→ **PROBLEM REQUIREMENTS**: For the data below, restate word for word only the lines from the line containing "0,0 L 2327,0" through the line containing "193,51 L 161,51 Z", both ends included.

→ **SUPPLIED RECORDS**:
———

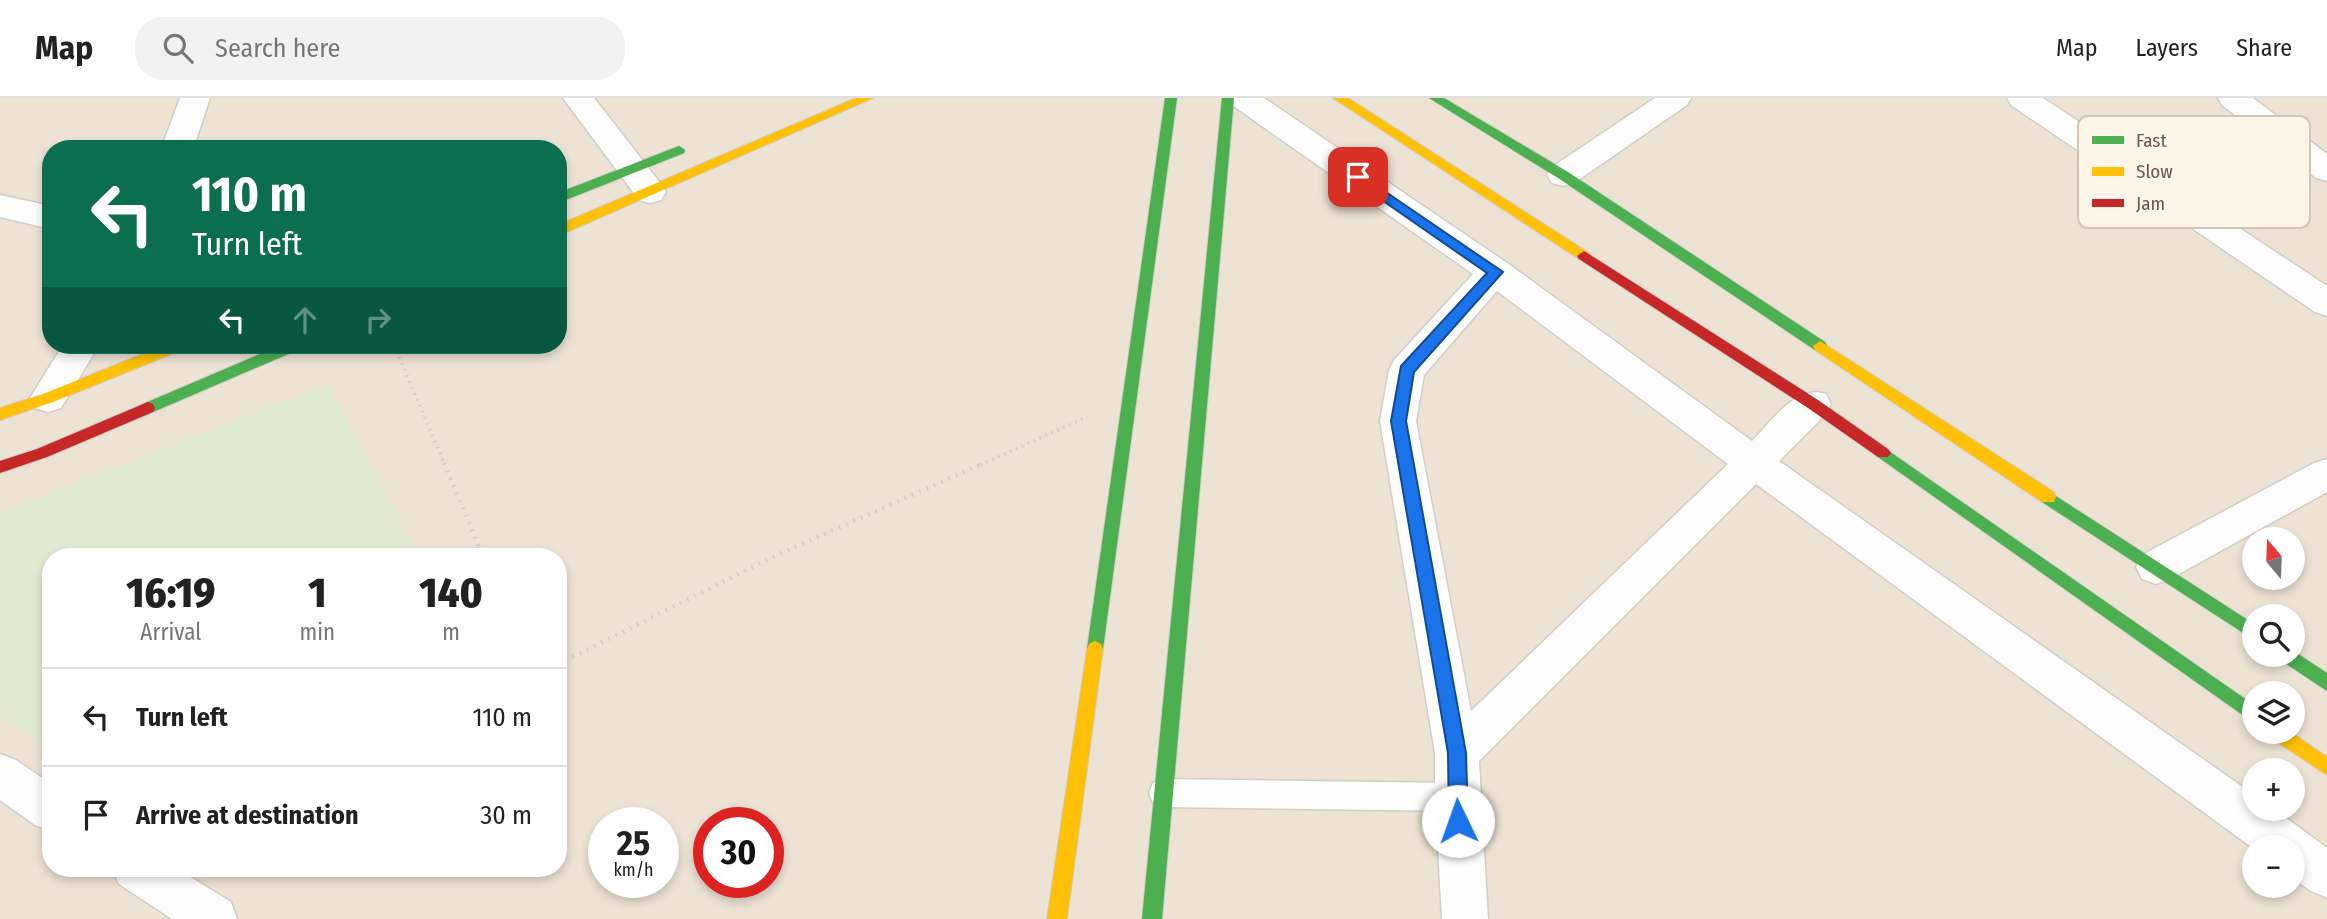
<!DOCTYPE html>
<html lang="en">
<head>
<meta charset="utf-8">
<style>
  body { margin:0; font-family:"Fira Sans Condensed",sans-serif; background:#f2f2f2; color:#222; height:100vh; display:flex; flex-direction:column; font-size:26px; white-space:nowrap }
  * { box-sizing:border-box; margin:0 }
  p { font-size:23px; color:#767676 }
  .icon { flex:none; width:38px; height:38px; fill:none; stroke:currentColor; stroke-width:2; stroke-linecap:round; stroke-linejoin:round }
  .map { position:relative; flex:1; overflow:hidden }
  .drawer { position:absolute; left:42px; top:450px; width:525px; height:329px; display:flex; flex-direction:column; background:#fff; border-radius:28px; box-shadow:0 4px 10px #0003 }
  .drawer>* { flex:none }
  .banner { position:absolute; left:42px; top:42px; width:525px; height:214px; border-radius:28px; box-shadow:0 4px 10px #0003; background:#0b6e4f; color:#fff; overflow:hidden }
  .needle { width:46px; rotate:341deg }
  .buttons { position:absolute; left:2242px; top:429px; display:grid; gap:14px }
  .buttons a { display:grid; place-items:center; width:63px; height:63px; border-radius:50%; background:#fff; box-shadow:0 4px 10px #0003; font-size:35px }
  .speed { position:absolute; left:588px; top:709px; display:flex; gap:14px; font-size:35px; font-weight:700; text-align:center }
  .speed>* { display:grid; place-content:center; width:91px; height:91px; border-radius:50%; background:#fff; box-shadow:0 4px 10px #0003; line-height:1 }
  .speed small { font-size:18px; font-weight:400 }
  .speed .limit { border:10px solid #d22; background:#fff; color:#111 }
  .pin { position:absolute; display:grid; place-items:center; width:60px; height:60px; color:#fff; margin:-30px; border-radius:14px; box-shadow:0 4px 10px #0006 }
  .me { position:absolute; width:77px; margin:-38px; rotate:357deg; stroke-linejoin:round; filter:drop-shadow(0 0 5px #0008) }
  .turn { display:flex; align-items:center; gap:24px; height:147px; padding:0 35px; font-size:32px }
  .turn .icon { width:91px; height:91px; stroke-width:2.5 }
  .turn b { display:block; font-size:49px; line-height:60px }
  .lanes { display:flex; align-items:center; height:66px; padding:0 35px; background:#0003; justify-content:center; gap:35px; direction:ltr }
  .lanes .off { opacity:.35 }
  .eta { display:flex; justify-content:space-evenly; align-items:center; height:119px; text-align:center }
  .eta b { font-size:42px; font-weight:800; line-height:49px }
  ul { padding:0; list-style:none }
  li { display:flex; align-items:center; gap:21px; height:98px; padding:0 35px; border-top:2px solid #e0e0e0 }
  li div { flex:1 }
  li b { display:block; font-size:26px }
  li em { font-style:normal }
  header { display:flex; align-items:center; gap:42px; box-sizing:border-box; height:98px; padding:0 35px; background:#fff; border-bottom:2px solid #e0e0e0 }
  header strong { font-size:33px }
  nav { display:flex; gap:38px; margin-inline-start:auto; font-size:24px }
  .search { width:490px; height:63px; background:#f2f2f2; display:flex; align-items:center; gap:18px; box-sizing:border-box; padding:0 24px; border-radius:28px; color:#767676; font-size:26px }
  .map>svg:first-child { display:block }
</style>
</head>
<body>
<header>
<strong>Map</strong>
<div class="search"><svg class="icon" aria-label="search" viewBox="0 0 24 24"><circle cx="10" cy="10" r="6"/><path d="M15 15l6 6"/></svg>Search here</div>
<nav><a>Map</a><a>Layers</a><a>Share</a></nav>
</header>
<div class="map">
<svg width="2327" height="821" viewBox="0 0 2327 821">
  <rect width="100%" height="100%" fill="#f4f0e8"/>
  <path fill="#ede3d5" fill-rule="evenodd" d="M 0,0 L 2327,0 L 2327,821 L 0,821 ZM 51,51 L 558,51 L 558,247 L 51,247 ZM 2254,441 L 2292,441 L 2292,480 L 2254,480 ZM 51,458 L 558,458 L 558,770 L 51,770 ZM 2254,518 L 2292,518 L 2292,556 L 2254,556 ZM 2254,595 L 2292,595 L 2292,634 L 2254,634 ZM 2254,672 L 2292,672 L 2292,710 L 2254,710 ZM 604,724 L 663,724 L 663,784 L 604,784 ZM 709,724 L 768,724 L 768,784 L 709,784 ZM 2254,749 L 2292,749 L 2292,788 L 2254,788 Z"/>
  <path fill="#e0ead3" d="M 328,286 L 419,458 L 51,458 L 51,650 L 0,617 L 0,416 Z"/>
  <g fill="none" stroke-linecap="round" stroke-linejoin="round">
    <defs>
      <path id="lane" d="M 1164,681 L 1457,685 L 1468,689 L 1472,699 L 1468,709 L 1457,713 L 1164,709 L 1153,705 L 1149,695 L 1153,685 Z"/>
      <path id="street" d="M 180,0 L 210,0 L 193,51 L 161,51 Z
        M 563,0 L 594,0 L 661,86 L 666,94 L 661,102 L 650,105 L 639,102 Z
        M 1228,0 L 1264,0 L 1507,165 L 1752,343 C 1772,323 1796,286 1826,296 L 1831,306 L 1826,316 L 1779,363 L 2254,697 L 2254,710 L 2273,710 L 2327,750 L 2327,800 L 2311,793 L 2292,780 L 2292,749 L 2254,751 L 1756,386 L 1479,663 L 1488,821 L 1442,821 L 1435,699 L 1435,655 L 1380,323 L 1389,272 L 1394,262 L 1473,176 L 1232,7 ZM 1497,193 L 1728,366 L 1471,613 L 1416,323 L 1424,277 Z
        M 1655,0 L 1691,0 L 1687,7 L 1574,85 L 1563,88 L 1552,85 L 1547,77 L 1552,69 Z
        M 2007,0 L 2043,0 L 2327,188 L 2327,218 L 2315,214 L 2011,7 Z
        M 2218,0 L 2253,0 L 2327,56 L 2327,83 L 2316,80 L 2222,7 Z
        M 0,97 L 51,108 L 51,131 L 0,119 Z
        M 63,247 L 99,247 L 61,310 L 48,314 L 35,310 L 30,300 Z
        M 2327,361 L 2327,394 L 2170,481 L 2156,486 L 2142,481 L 2136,469 L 2142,457 L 2314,365 Z
        M 0,656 L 16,662 L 51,686 L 51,733 L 35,727 L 0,702 Z
        M 112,770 L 176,770 L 231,804 L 237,821 L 172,821 L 119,786 Z"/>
      <path id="fast" d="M 1165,0 L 1177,0 L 1103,551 L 1101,556 L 1095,559 L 1089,556 L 1087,551 Z
        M 1222,0 L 1234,0 L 1162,821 L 1142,821 Z
        M 1429,0 L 1444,0 L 1568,74 L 1825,244 L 1827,248 L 1825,252 L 1815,252 L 1558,80 Z
        M 679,48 L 685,52 L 684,55 L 558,105 L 558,95 Z
        M 281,247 L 302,247 L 300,251 L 153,314 L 143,314 L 141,310 L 143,306 Z
        M 1883,349 L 2254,607 L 2254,625 L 1878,359 L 1875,355 L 1878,351 Z
        M 2048,393 L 2254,526 L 2254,542 L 2042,404 L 2040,399 L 2042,394 Z
        M 2292,552 L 2327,575 L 2327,593 L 2279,561 L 2277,556 L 2292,556 Z"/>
      <path id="slow" d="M 856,0 L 873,0 L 558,138 L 558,127 Z
        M 1333,0 L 1348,0 L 1589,155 L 1591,158 L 1589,161 L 1579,161 Z
        M 1820,243 L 2054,394 L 2056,399 L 2054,404 L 2042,404 L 1815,252 L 1813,248 Z
        M 165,247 L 186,247 L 184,251 L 53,304 L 0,322 L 0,310 L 43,296 Z
        M 1095,543 L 1101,546 L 1103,551 L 1067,821 L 1047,821 L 1087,551 L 1089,546 Z
        M 2268,634 L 2291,634 L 2327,659 L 2327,677 L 2271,640 Z"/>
      <path id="jam" d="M 1584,153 L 1818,302 L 1888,351 L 1891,355 L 1888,359 L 1878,359 L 1808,310 L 1579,161 L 1577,158 Z
        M 148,304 L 153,306 L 155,310 L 153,314 L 47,359 L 0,375 L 0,363 L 37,351 Z"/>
    </defs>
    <use href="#lane" stroke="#d3cdc6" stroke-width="3"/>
    <use href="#street" stroke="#d3cdc6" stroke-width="3"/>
    <use href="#fast" stroke="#d3ccc4" stroke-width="2"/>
    <use href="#slow" stroke="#d3ccc4" stroke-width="2"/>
    <use href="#jam" stroke="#d3ccc4" stroke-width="2"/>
    <path stroke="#d6cfca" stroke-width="3.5" stroke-dasharray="2 4.5" stroke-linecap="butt" d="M 394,247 L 445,367
      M 980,367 L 1087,319"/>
    <path stroke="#d6cfca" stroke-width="4.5" stroke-dasharray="2 6" stroke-linecap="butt" d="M 444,365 L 483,458
      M 558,566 L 775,458 L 984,365"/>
    <use href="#lane" fill="#fdfdfc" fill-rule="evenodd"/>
    <use href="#street" fill="#fdfdfc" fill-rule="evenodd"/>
    <use href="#fast" fill="#4caf50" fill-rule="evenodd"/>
    <use href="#slow" fill="#ffc107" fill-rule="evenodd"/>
    <use href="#jam" fill="#c62828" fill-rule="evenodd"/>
  </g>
  <path fill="#1a73e8" stroke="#114b97" stroke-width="2" d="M 1358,75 L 1503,174 L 1414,274 L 1406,323 L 1466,655 L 1468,723 L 1465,730 L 1458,732 L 1452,730 L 1449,723 L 1448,655 L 1391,323 L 1401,268 L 1487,175 L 1353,82 L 1353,76 Z"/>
  <rect x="2078" y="18" width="232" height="112" rx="10" fill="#fdf5e8" stroke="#d2c6b9" stroke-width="2"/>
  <rect x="2092" y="38" width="32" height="8" fill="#4caf50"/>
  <rect x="2092" y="69" width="32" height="9" fill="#ffc107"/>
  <rect x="2092" y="101" width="32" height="8" fill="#c62828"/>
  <g font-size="19" fill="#6f584b">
    <text x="2136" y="49">Fast</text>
    <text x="2136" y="80">Slow</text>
    <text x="2136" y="112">Jam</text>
  </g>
</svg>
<div class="buttons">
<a><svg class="needle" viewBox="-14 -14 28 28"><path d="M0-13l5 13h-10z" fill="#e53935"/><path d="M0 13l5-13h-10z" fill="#767676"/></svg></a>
<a><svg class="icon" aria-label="search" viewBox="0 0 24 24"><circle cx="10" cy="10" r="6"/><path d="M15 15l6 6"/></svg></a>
<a><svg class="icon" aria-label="layers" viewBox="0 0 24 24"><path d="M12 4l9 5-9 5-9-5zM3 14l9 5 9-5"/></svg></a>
<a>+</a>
<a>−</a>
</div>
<div class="speed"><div>25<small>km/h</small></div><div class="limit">30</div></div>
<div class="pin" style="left:1358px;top:79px;background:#d93025"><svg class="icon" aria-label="arrive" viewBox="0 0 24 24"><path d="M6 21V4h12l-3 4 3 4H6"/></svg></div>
<svg class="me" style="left:1458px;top:723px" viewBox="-20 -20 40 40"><circle r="19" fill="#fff"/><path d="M0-13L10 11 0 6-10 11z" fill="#1a73e8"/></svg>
<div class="banner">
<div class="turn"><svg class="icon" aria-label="left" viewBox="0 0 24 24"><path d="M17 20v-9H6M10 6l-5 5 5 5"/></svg><div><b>110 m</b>Turn left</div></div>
<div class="lanes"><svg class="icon" aria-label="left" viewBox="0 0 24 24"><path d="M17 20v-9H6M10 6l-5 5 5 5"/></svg><svg class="icon off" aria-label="ahead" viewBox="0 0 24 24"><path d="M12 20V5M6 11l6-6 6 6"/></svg><svg class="icon off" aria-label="right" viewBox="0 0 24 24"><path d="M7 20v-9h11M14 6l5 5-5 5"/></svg></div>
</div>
<section class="drawer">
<div class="eta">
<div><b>16:19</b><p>Arrival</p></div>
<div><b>1</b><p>min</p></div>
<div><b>140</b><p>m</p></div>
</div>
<ul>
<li><svg class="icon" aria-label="left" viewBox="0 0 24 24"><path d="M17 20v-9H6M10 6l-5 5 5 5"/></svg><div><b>Turn left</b></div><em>110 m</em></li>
<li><svg class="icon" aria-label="arrive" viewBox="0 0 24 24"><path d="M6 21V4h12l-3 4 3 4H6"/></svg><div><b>Arrive at destination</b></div><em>30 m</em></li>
</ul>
</section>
</div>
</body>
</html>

———

→ **TASK SOLUTION**:
  <path fill="#ede3d5" fill-rule="evenodd" d="M 0,0 L 2327,0 L 2327,821 L 0,821 ZM 51,51 L 558,51 L 558,247 L 51,247 ZM 2254,441 L 2292,441 L 2292,480 L 2254,480 ZM 51,458 L 558,458 L 558,770 L 51,770 ZM 2254,518 L 2292,518 L 2292,556 L 2254,556 ZM 2254,595 L 2292,595 L 2292,634 L 2254,634 ZM 2254,672 L 2292,672 L 2292,710 L 2254,710 ZM 604,724 L 663,724 L 663,784 L 604,784 ZM 709,724 L 768,724 L 768,784 L 709,784 ZM 2254,749 L 2292,749 L 2292,788 L 2254,788 Z"/>
  <path fill="#e0ead3" d="M 328,286 L 419,458 L 51,458 L 51,650 L 0,617 L 0,416 Z"/>
  <g fill="none" stroke-linecap="round" stroke-linejoin="round">
    <defs>
      <path id="lane" d="M 1164,681 L 1457,685 L 1468,689 L 1472,699 L 1468,709 L 1457,713 L 1164,709 L 1153,705 L 1149,695 L 1153,685 Z"/>
      <path id="street" d="M 180,0 L 210,0 L 193,51 L 161,51 Z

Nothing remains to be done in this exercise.